When over 1,000 Afghan nationals found refuge in the state of Iowa after being evacuated from their homeland in 2021, they were provided temporary immigration status through Operation Allies Welcome. Now, as their temporary status is set to expire, many are racing against the clock to find assistance applying for and securing more permanent immigration status. Seeing this need, the Drake University Law School Refugee Clinic mobilized to provide these critical services.
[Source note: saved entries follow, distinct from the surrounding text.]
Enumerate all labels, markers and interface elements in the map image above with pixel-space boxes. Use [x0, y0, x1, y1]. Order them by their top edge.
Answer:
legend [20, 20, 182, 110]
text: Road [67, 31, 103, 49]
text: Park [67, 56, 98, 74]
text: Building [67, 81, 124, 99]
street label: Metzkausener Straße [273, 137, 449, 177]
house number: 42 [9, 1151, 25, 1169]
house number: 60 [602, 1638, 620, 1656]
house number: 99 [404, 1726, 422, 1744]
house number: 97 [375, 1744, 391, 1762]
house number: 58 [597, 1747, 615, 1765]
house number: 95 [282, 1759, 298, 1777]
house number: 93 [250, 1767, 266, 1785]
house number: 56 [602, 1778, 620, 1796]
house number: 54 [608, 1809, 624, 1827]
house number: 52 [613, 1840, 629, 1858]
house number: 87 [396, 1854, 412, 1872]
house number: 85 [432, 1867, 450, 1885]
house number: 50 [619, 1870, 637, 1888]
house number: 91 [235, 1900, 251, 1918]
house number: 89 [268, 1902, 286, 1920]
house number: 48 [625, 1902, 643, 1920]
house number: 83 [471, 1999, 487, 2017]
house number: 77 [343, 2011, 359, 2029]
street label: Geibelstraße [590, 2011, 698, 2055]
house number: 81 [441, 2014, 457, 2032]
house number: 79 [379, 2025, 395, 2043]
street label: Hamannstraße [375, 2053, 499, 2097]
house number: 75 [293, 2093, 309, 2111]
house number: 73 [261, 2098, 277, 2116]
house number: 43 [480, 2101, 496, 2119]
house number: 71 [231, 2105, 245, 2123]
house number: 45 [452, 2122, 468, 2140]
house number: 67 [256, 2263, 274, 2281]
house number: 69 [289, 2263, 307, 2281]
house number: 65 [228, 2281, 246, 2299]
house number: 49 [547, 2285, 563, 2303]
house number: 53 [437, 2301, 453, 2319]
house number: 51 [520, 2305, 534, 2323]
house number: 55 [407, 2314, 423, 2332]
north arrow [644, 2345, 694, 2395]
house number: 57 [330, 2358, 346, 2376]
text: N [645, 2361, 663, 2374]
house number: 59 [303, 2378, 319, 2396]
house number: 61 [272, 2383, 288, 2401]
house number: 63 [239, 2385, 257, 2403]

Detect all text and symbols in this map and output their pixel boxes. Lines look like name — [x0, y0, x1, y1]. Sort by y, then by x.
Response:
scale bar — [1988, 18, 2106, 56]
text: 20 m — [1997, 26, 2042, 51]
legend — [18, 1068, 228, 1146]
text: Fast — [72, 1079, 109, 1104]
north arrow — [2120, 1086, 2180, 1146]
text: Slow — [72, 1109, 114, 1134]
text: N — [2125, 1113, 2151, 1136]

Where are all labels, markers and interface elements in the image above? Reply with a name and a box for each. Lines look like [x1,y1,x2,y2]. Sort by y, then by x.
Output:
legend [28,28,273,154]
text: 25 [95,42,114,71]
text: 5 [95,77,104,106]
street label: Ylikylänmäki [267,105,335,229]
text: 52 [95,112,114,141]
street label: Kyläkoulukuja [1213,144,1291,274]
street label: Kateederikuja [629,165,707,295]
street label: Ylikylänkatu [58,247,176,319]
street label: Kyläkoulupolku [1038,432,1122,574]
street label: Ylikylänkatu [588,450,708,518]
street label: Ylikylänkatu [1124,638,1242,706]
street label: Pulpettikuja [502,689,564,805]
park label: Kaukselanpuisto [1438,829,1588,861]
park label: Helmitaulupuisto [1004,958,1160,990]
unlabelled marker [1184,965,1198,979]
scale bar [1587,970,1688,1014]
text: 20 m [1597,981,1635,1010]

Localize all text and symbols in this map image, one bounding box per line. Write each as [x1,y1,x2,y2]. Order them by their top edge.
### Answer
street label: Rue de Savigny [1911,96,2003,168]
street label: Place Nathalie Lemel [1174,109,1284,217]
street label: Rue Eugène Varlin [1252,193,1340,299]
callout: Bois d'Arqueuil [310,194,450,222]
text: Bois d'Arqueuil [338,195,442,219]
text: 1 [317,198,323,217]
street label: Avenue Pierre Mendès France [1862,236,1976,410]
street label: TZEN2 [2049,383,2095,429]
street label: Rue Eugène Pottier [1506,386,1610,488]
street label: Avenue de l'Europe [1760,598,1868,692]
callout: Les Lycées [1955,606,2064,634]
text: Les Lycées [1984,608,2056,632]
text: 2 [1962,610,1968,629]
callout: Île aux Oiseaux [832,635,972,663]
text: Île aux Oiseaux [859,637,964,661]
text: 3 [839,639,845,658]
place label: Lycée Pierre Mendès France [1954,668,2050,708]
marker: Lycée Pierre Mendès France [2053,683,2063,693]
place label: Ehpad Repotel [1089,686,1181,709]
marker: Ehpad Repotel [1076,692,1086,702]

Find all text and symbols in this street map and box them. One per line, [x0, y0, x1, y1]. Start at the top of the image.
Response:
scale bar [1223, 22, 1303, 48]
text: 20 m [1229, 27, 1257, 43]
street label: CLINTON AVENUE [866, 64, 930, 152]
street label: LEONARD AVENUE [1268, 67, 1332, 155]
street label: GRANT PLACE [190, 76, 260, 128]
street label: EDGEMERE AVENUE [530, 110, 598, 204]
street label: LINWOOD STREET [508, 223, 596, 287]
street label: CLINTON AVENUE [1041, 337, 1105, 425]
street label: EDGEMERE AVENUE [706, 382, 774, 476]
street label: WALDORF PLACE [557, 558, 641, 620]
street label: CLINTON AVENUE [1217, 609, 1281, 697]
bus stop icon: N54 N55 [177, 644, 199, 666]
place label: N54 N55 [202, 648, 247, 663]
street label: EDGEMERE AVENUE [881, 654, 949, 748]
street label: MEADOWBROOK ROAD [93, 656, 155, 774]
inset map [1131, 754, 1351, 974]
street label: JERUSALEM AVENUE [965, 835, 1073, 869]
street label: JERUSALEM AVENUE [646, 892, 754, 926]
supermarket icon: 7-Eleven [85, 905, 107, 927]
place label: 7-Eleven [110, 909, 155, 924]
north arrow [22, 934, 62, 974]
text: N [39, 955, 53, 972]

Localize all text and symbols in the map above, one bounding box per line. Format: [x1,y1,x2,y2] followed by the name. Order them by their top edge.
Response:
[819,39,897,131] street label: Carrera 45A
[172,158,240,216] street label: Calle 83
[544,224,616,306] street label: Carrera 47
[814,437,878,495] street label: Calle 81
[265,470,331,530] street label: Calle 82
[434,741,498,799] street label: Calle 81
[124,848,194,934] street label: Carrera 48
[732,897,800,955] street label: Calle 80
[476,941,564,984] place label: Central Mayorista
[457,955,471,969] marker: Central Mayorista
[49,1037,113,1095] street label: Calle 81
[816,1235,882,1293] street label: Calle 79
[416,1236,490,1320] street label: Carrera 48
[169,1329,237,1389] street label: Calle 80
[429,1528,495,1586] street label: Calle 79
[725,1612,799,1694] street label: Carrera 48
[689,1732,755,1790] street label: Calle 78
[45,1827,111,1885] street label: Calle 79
In the summer of 2022, the Refugee Clinic, along with its community partners, hosted multiple informational and screening sessions for Afghans paroled into the United States after the fall of the Afghan government. From these initial efforts, it became clear that many Afghans were eligible to apply for asylum as a pathway to permanent immigration status. Asylum is a legal remedy available to individuals who fear persecution in their country of origin. The Refugee Clinic worked in partnership with Iowa Legal Aid and the Polk County Volunteer Lawyers project to recruit and train dozens of pro bono attorneys to engage in direct representation of asylum seekers. To amplify the impact of pro bono efforts, the Refugee Clinic has also organized one day, pro se asylum clinics, in which volunteer attorneys and students are paired with Afghan asylum seekers to provide limited assistance with applications for asylum before the United States Citizenship and Immigration Services.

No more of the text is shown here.